In 2016, Insilico first described the concept of using generative AI for the design of novel molecules in a peer-reviewed journal, which laid the foundation for the commercially available Pharma.AI platform. Since then, Insilico keeps integrating technical breakthroughs into Pharma.AI platform, which is currently a generative AI-powered solution spanning across biology, chemistry, medicine development and science research.
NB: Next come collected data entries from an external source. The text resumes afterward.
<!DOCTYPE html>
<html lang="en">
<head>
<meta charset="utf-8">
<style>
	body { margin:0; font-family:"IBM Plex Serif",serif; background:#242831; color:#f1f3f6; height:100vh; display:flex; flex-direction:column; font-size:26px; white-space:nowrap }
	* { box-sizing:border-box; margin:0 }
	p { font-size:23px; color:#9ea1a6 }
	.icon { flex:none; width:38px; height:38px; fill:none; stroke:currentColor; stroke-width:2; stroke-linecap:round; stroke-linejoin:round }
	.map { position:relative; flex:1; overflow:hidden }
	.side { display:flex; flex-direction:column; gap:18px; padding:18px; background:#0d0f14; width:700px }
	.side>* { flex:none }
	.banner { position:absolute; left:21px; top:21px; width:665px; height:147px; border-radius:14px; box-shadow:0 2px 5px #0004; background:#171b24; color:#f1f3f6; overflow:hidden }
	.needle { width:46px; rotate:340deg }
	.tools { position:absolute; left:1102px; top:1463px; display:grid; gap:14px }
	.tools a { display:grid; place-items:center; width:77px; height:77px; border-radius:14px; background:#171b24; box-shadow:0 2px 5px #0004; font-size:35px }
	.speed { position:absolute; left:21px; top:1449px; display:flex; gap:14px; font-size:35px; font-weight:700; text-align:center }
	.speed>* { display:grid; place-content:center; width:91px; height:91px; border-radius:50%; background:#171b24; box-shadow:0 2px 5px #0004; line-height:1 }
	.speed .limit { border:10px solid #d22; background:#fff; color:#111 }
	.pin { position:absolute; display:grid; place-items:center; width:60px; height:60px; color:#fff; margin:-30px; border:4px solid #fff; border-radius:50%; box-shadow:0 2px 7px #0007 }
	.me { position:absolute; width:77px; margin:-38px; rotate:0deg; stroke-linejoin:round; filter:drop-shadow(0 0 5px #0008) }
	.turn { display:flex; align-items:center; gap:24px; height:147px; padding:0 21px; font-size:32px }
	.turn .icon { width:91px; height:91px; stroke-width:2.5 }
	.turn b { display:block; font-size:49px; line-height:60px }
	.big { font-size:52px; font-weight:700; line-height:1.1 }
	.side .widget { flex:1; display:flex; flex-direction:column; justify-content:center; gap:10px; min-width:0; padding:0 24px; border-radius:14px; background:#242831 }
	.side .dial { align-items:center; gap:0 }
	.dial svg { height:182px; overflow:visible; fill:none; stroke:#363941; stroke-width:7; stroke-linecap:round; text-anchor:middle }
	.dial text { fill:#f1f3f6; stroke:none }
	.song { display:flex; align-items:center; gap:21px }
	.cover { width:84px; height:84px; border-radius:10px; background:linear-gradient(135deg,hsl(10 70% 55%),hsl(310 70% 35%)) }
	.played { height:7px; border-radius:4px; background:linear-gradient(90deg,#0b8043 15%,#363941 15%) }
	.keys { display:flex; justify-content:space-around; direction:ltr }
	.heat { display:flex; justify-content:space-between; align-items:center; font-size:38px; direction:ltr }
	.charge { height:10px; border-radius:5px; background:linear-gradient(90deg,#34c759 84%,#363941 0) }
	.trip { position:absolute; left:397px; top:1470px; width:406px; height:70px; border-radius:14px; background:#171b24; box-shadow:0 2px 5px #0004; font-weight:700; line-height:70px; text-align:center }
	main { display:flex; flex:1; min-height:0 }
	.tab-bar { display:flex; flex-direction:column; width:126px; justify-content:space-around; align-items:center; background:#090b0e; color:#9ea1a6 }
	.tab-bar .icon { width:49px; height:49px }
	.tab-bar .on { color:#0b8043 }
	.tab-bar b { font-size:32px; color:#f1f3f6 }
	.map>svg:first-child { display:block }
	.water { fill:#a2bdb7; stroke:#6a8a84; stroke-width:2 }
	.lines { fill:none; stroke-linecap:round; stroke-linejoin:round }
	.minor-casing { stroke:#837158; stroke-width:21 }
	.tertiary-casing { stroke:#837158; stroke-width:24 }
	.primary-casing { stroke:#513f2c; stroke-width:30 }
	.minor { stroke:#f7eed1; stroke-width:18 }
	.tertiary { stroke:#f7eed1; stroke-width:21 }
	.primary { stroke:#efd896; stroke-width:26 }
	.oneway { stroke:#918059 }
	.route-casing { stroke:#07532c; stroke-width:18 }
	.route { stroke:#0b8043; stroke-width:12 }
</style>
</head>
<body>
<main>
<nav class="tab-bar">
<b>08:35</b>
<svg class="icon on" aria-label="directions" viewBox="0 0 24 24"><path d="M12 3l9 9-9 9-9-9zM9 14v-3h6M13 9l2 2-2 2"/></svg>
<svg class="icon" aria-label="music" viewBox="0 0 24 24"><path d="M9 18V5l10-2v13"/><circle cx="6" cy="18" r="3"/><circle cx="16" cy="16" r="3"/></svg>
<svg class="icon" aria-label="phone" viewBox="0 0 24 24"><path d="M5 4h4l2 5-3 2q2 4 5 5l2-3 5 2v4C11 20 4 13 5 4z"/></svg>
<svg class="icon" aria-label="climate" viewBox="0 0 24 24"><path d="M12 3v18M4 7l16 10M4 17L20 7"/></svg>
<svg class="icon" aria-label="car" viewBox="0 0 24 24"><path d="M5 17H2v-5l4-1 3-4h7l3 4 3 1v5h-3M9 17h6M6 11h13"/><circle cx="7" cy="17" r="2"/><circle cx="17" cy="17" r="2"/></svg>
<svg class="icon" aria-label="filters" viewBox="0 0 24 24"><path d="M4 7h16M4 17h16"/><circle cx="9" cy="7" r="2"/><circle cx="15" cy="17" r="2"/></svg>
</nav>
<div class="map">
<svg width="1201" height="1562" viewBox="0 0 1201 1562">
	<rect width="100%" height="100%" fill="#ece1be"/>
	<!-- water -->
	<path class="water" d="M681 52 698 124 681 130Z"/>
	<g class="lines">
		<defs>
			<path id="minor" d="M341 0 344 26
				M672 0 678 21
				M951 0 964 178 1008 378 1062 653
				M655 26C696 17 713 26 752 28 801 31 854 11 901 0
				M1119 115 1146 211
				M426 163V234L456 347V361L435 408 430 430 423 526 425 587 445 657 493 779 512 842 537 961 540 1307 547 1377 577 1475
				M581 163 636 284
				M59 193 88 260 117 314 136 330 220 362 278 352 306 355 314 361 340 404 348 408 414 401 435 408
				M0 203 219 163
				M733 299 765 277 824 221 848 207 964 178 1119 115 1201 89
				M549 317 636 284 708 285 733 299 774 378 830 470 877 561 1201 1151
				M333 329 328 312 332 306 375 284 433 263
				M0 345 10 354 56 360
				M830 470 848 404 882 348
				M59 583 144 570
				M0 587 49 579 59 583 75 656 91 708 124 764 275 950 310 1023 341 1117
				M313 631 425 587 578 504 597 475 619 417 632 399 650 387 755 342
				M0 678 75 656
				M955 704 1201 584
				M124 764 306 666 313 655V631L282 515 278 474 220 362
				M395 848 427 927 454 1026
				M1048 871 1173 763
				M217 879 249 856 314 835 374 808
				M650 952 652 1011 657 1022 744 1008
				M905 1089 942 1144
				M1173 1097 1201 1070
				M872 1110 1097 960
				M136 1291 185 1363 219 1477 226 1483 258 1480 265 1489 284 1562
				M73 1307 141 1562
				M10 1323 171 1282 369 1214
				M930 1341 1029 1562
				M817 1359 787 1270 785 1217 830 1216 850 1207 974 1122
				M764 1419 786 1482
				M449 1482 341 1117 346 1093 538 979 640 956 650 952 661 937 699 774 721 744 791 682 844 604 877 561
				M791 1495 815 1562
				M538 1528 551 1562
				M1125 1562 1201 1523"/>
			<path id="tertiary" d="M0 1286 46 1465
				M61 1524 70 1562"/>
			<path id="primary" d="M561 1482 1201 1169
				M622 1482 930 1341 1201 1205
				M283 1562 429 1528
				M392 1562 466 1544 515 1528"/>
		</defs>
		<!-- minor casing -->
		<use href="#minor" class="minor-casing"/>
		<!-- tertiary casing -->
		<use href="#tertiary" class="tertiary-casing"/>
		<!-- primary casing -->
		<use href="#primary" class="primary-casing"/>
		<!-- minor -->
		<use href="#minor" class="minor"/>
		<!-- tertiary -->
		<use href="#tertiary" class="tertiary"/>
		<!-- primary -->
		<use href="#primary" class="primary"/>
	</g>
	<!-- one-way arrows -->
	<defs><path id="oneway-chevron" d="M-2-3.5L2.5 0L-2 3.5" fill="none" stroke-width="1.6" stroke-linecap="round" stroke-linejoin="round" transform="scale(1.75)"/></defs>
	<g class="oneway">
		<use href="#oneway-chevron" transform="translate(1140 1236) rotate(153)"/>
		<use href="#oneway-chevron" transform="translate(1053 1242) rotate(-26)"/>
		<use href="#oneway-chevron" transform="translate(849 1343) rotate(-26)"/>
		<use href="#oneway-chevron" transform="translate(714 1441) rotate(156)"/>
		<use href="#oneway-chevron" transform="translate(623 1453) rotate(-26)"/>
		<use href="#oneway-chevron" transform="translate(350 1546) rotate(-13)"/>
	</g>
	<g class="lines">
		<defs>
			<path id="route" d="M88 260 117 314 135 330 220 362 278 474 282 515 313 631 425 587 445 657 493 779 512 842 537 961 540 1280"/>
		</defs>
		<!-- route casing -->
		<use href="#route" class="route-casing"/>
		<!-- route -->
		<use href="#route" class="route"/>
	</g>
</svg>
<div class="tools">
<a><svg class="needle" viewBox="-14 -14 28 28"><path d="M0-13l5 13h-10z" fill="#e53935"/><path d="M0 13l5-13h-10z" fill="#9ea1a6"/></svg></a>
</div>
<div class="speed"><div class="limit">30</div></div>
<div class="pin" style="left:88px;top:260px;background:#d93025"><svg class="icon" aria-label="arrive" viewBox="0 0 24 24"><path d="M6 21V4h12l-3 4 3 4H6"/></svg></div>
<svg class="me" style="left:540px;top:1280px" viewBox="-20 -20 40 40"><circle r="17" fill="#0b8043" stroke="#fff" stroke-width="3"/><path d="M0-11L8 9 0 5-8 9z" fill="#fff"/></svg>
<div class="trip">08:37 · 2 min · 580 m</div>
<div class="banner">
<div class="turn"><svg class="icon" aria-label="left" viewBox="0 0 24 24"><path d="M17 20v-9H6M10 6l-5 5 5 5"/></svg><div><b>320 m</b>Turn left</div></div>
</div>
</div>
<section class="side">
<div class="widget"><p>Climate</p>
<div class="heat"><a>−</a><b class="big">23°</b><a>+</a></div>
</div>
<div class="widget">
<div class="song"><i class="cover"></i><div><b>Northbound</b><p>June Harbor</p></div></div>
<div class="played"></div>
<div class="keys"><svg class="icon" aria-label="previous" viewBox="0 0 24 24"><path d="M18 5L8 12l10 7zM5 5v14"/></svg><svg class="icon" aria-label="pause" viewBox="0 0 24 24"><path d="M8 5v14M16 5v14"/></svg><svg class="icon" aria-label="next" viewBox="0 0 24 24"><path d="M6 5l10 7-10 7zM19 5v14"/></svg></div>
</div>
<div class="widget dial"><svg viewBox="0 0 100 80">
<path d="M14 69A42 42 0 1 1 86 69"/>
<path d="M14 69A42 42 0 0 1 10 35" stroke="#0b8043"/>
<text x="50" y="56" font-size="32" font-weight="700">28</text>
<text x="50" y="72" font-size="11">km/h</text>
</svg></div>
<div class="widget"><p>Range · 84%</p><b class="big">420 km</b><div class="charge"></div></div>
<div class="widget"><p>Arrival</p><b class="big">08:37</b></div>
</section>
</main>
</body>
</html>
Powered by Pharma.AI, Insilico has nominated 22 preclinical candidates in its comprehensive portfolio of over 30 assets since 2021 and has received IND clearance for 10 molecules. 
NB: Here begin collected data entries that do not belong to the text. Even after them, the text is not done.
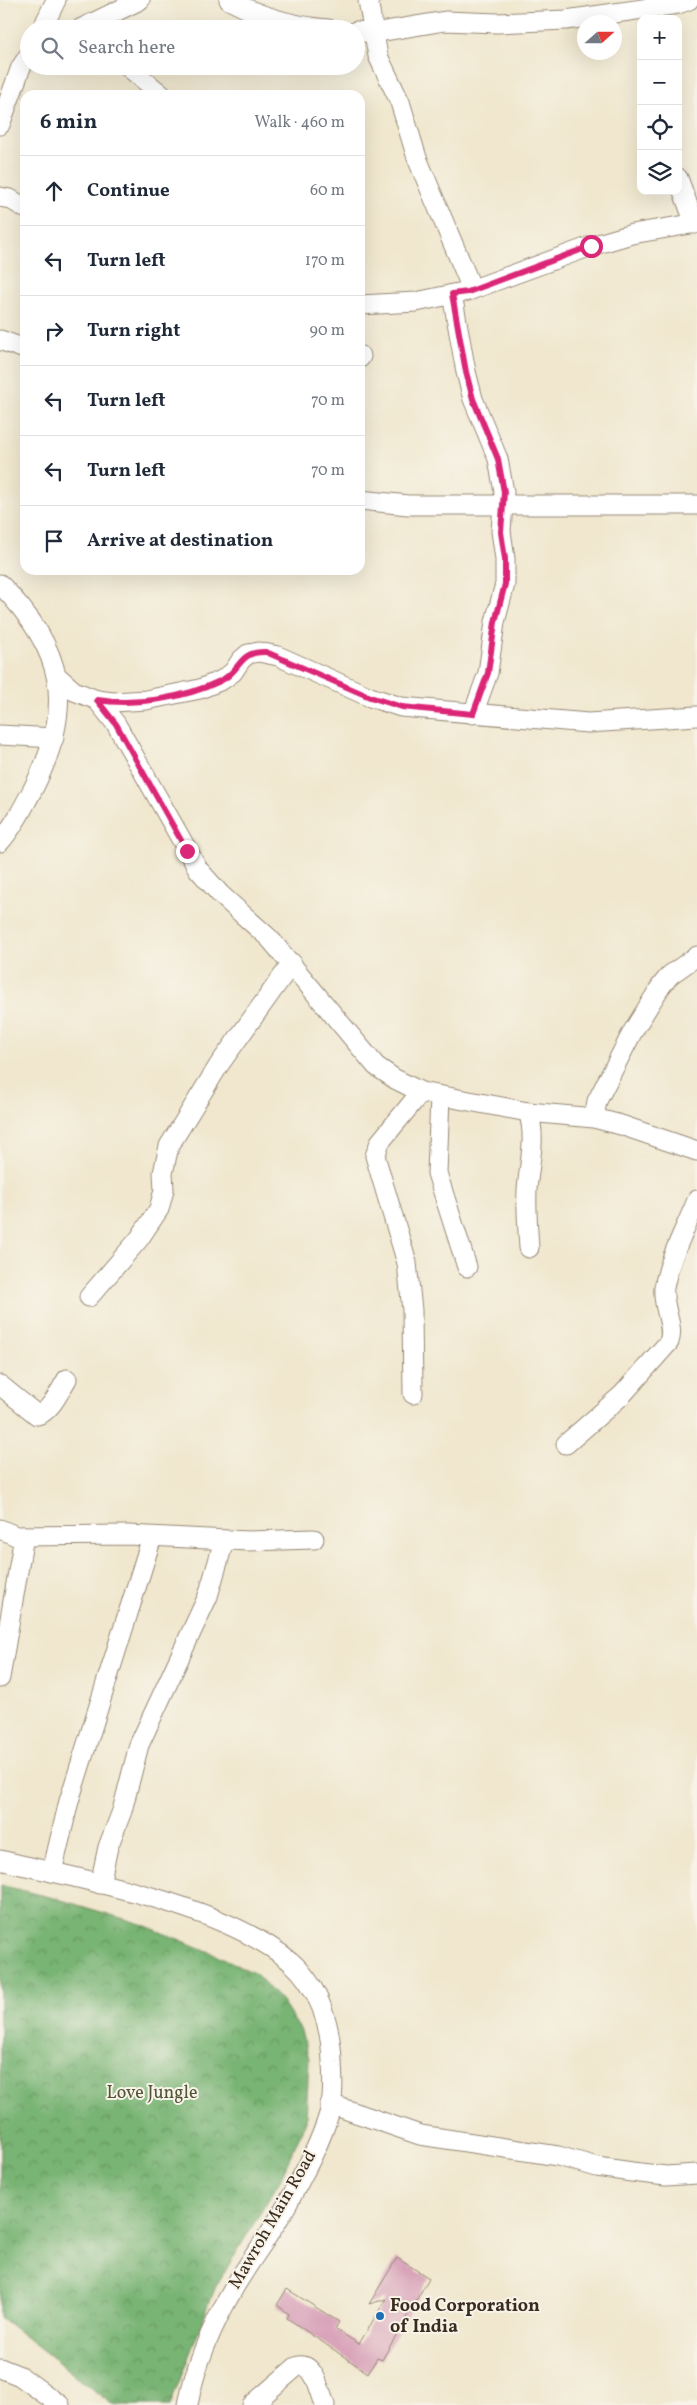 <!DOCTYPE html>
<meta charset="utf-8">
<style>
:root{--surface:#fff;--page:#f2f2f3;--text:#1f2937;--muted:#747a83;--line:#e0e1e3}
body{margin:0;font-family:Vollkorn,serif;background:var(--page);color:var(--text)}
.controls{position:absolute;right:15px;top:15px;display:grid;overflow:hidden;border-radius:10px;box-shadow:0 5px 20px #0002}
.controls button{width:45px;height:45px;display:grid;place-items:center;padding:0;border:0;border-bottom:1px solid var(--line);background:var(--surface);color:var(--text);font:25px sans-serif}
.compass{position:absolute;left:577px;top:15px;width:45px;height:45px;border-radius:50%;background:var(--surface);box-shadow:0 5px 20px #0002;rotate:69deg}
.stop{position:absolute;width:15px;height:15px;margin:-11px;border:4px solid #db2777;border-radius:50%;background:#fff}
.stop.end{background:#db2777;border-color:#fff;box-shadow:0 1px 5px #0008}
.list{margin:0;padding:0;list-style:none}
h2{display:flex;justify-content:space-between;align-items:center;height:65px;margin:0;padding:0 20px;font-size:21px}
h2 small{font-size:16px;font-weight:400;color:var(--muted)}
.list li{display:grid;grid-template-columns:32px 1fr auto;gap:15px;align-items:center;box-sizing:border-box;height:70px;padding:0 20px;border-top:1px solid var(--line)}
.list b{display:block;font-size:19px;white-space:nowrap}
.list em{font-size:16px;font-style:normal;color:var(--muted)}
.icon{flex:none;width:28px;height:28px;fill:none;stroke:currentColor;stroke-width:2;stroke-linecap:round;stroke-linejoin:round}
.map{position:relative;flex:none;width:697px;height:2405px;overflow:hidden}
.search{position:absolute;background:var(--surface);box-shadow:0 5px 20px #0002;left:20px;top:20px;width:345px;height:55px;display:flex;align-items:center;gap:12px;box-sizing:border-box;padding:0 18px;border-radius:28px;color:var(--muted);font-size:19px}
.panel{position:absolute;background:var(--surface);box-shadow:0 5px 20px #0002;left:20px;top:90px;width:345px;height:485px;border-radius:15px}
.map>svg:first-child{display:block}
.forest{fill:url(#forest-crowns);stroke:#5a6f48}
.building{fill:#d9a4ba}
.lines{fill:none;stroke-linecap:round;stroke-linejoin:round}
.minor-casing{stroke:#968876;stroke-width:21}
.minor{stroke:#fff;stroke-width:19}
.route{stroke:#db2777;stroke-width:6}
.poi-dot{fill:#1f6fb2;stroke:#f7f3e8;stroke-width:2}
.labels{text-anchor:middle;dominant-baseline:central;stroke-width:4;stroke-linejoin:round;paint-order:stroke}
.park-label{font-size:18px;fill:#525438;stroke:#f7f3e8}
.street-label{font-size:18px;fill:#3b2a1e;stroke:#f7f3e8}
.poi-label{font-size:18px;font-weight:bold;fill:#3b2a1e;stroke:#f7f3e8;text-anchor:start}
</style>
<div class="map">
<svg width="697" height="2405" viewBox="0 0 697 2405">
<defs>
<pattern id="forest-crowns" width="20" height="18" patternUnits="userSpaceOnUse" patternTransform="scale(1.25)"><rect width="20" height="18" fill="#78b473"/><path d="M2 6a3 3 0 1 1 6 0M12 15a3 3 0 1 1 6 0" fill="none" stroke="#64935e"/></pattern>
</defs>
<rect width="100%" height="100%" fill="#f7f3e8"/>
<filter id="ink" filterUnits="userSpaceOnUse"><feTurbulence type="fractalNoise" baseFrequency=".02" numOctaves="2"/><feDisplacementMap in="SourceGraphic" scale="10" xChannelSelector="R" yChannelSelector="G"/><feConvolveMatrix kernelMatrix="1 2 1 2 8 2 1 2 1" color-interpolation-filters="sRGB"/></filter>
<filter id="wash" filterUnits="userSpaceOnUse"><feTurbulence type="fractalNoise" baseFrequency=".0096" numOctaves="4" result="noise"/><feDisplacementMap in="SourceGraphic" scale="20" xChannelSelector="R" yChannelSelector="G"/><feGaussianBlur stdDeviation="1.12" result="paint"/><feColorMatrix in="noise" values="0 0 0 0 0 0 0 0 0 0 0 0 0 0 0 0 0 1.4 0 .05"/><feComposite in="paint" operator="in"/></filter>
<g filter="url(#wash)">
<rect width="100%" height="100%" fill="#f0e7ce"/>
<path class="forest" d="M 0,1885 L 58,1899 L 141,1924 L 215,1954 L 256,1974 L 282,2002 L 301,2031 L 309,2059 L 306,2121 L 279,2182 L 216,2286 L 170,2405 L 113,2405 L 0,2317 Z"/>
<g id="blocks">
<path class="building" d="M 397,2258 L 429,2278 L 382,2360 L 377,2358 L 368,2373 L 287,2318 L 289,2314 L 277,2305 L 287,2289 L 339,2322 L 335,2329 L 359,2344 L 386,2299 L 369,2304 Z"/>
</g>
</g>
<g filter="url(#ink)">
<use href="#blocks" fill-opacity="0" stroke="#968876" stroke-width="1"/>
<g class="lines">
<g class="minor-casing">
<g id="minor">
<path d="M 229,0 C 259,16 293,26 328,29"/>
<path d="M 368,0 L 378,56 L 400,102 L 417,158 L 472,289"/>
<path d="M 42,29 L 56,0"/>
<path d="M 80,29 L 140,0"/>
<path d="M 356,31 L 373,33 L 445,21 L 497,23 L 566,20 L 678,4 L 689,0"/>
<path d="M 127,66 L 162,95"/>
<path d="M 0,125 L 21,67 L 29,55"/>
<path d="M 678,178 L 695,224"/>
<path d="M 0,197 L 10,199 L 25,208"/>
<path d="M 452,294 L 466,372 L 473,399 L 498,459 L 504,492 L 501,531 L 505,559 L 505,584 L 495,622 L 488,673 L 473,714"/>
<path d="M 360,305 L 416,302 L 468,291 L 591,246 L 632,234 L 697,223"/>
<path d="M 0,340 L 25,349"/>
<path d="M 360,358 L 361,356"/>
<path d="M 360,500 L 408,505 L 697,505"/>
<path d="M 0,584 C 64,650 76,704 34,787 C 24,806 14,826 0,842"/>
<path d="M 56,675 L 74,691 L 97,700 L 116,724 L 198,869 L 220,894 L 270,939 L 376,1066 L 395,1079 L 421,1092 L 528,1112 L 594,1118 L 621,1125 L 697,1151"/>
<path d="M 97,700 L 113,702 L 146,700 L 200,689 L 222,680 L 233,672 L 241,660 L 248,654 L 259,652 L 278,656 L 370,697 L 401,707 L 588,723 L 697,716"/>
<path d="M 0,735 L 54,738"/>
<path d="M 440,1097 L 437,1173 L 467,1267"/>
<path d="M 528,1112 C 537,1136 529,1164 527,1190 C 526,1209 528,1229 529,1248"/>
<path d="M 594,1118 L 597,1101 L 633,1031 L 661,986 L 670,975 L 697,956"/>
<path d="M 89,1297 L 139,1239 L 159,1209 L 164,1190 L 163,1173 L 169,1146 L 219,1065 L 292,963"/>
<path d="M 0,1385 L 37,1415 C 51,1412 60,1390 67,1379"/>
<path d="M 413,1394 L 412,1310 L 407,1263 L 375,1156 L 380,1142 L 421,1092"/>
<path d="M 566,1444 L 622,1395 L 669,1342 C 675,1326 662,1308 664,1288 C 669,1258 686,1228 697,1200"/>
<path d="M 0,1529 L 16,1536 L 128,1535 L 248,1541 L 314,1539"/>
<path d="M 0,1678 L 24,1536"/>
<path d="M 0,1860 C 87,1881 220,1904 290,1961 C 319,1986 331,2025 332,2062 C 333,2078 334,2098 329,2114 C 320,2144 304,2173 289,2201 C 273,2231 252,2257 235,2286 C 214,2322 195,2364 188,2405"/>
<path d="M 52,1872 L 69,1801 L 152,1537"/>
<path d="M 100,1884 L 108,1847 L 122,1811 L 139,1745 L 208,1596 L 224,1541"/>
<path d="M 330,2104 L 420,2135 L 558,2156 L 597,2167 L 632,2172 L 666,2176 L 697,2174"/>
<path d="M 0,2368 L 20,2376 L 60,2405"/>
<path d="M 252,2405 L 296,2367 C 314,2359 320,2392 325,2405"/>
</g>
</g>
<use href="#minor" class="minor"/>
</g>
</g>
<g class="lines" filter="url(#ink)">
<path class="route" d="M 187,851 L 116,724 L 97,700 C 136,706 185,698 220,681 C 242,671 237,651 266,652 L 370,697 L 402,707 L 473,714 L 488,673 L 495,622 L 505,584 L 505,559 L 501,532 L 504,492 L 498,459 L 473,399 L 466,372 L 452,294 L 468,292 L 591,246"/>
</g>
<circle class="poi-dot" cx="380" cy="2316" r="5"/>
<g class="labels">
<g class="park-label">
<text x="152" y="2093">Love Jungle</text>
</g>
<g class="street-label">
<text transform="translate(273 2220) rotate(-60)">Mawroh Main Road</text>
</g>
<g class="poi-label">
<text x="390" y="2306">Food Corporation<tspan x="390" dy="21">of India</tspan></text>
</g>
</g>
</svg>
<div class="controls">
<button>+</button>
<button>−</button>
<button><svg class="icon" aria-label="locate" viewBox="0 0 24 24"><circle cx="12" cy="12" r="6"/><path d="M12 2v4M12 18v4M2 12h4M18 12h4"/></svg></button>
<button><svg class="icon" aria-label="layers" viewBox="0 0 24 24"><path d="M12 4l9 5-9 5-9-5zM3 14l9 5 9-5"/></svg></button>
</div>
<svg class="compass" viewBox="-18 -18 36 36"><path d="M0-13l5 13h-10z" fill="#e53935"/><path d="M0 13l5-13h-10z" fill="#747a83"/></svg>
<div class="stop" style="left:591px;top:246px"></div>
<div class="stop end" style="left:187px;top:851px"></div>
<div class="search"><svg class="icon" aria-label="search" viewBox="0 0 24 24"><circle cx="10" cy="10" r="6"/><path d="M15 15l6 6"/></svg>Search here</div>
<section class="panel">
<h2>6 min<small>Walk · 460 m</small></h2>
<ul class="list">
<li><svg class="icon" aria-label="ahead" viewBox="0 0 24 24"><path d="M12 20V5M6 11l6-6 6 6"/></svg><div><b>Continue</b></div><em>60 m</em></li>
<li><svg class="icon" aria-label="left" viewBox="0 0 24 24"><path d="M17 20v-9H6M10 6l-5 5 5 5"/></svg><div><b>Turn left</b></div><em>170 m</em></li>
<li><svg class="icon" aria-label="right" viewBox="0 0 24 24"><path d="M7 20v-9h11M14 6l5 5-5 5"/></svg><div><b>Turn right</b></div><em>90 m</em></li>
<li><svg class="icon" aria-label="left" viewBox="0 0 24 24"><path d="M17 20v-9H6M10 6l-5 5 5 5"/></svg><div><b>Turn left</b></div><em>70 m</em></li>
<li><svg class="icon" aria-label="left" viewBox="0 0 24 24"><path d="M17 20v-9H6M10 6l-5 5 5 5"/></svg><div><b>Turn left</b></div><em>70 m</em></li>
<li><svg class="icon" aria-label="arrive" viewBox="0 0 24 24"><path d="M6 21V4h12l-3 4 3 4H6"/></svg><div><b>Arrive at destination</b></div></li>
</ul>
</section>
</div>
In early 2024, Insilico published a Nature Biotechnology paper presenting the entire R&D journey from AI algorithms to Phase II clinical trials of ISM001-055, the company's lead drug pipeline with AI-discovered target and AI-designed structure. Following that, Insilico has recently announced positive preliminary results from a Phase IIa trial (NCT05938920), where ISM001-055 showed favorable safety and tolerability across all dose levels, as well as dose-dependent response in forced vital capacity (FVC), after only 12 weeks of dosage.